WORK INSTRUCTION:
Starting at the top of the data and ending with the line that holds "Summarize the content", transcribe each line exactly; include both ends.

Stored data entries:
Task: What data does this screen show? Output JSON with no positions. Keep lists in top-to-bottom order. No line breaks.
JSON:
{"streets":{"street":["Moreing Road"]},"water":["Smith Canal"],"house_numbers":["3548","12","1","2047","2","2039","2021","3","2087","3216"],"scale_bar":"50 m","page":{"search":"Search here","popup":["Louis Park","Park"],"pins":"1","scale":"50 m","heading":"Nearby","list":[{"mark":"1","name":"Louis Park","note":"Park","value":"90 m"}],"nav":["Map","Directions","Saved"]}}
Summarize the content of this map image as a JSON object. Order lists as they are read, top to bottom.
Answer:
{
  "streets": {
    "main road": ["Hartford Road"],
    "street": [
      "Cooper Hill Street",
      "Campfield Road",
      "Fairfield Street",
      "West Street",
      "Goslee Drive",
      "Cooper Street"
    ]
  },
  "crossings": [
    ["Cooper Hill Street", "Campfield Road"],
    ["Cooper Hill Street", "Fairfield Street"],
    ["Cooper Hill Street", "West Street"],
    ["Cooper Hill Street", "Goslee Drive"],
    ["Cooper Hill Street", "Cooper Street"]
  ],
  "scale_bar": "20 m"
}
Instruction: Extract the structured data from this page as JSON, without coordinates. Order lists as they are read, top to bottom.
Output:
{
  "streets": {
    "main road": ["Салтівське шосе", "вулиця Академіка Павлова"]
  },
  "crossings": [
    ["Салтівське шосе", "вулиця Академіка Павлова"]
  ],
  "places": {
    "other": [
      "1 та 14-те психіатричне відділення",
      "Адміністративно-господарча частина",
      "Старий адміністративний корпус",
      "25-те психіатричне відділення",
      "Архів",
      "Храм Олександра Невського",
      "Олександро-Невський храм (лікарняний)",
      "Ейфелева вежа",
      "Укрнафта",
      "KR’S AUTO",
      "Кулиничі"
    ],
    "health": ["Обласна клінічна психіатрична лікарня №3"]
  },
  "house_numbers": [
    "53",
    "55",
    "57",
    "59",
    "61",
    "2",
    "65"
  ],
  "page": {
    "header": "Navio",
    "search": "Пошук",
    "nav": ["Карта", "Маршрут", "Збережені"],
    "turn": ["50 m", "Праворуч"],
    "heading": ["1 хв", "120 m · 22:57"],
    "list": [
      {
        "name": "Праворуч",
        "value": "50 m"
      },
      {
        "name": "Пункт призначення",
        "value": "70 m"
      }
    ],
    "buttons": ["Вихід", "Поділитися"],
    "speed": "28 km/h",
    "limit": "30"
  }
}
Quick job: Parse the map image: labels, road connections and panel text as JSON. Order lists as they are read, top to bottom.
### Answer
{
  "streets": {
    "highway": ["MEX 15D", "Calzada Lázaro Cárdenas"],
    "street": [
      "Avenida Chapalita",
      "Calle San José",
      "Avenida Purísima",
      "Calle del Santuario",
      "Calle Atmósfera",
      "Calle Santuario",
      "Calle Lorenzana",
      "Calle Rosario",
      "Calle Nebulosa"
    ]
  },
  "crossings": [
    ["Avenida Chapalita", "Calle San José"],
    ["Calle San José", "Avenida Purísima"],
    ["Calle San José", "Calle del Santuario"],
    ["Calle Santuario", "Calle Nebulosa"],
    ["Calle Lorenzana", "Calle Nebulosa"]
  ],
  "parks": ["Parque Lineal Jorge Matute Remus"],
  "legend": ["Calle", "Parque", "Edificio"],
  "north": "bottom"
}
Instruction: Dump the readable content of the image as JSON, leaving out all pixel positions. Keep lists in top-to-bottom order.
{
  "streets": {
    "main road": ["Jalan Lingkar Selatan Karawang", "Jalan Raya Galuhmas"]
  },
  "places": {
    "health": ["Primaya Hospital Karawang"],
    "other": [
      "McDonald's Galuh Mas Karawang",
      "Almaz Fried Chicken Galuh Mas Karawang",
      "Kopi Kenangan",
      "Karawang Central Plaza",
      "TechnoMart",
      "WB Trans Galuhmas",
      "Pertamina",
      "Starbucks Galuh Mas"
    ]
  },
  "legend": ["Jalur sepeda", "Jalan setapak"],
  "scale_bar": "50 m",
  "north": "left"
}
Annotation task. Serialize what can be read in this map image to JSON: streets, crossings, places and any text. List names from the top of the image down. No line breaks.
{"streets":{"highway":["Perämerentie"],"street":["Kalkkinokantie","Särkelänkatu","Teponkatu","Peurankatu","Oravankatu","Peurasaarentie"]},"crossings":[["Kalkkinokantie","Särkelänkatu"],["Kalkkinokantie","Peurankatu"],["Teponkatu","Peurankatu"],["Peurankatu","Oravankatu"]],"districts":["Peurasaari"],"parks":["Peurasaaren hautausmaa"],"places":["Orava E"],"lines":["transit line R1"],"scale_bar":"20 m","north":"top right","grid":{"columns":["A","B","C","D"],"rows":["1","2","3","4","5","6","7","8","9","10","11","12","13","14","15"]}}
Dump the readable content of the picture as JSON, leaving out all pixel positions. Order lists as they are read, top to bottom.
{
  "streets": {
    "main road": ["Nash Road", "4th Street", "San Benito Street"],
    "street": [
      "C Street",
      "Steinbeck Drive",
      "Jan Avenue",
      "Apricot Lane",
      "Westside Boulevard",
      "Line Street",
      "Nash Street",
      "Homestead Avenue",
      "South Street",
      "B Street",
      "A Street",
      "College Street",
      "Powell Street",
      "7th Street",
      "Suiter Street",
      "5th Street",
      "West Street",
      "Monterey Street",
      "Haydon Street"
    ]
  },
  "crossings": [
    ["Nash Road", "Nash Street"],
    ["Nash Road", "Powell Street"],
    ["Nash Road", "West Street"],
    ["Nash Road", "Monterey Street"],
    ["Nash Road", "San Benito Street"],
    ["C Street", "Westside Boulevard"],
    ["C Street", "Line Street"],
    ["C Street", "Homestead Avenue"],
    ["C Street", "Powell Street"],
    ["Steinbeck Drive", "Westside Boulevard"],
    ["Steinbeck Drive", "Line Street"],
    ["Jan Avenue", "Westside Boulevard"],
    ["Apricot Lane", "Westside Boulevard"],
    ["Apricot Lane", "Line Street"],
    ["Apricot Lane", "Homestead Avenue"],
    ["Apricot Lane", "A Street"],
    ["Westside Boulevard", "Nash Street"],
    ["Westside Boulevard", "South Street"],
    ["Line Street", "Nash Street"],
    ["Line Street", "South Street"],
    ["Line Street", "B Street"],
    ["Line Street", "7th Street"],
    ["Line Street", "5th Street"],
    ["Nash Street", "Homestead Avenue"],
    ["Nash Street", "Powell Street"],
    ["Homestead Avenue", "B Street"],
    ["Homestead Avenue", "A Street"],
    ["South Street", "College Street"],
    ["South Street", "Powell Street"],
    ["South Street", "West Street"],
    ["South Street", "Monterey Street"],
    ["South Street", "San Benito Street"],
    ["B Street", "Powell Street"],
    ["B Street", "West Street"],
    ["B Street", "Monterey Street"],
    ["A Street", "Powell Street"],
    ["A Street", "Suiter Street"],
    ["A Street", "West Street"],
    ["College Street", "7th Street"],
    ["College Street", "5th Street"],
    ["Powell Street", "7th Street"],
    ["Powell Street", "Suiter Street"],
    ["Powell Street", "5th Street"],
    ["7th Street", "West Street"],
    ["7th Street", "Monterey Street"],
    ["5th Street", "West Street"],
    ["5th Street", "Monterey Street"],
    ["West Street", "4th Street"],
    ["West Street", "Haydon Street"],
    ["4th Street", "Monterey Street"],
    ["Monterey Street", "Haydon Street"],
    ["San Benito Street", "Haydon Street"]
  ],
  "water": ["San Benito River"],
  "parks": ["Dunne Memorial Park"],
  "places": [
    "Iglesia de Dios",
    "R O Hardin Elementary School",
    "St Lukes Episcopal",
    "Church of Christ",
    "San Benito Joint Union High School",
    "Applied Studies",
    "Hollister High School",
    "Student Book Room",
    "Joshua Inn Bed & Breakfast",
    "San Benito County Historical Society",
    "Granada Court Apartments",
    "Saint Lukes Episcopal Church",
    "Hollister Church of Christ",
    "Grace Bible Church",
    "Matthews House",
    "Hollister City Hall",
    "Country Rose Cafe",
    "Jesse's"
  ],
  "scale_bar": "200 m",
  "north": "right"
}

SOLVED PROBLEM:
Task: What data does this screen show? Output JSON with no positions. Keep lists in top-to-bottom order. No line breaks.
JSON:
{"streets":{"street":["Moreing Road"]},"water":["Smith Canal"],"house_numbers":["3548","12","1","2047","2","2039","2021","3","2087","3216"],"scale_bar":"50 m","page":{"search":"Search here","popup":["Louis Park","Park"],"pins":"1","scale":"50 m","heading":"Nearby","list":[{"mark":"1","name":"Louis Park","note":"Park","value":"90 m"}],"nav":["Map","Directions","Saved"]}}
Summarize the content of this map image as a JSON object. Order lists as they are read, top to bottom.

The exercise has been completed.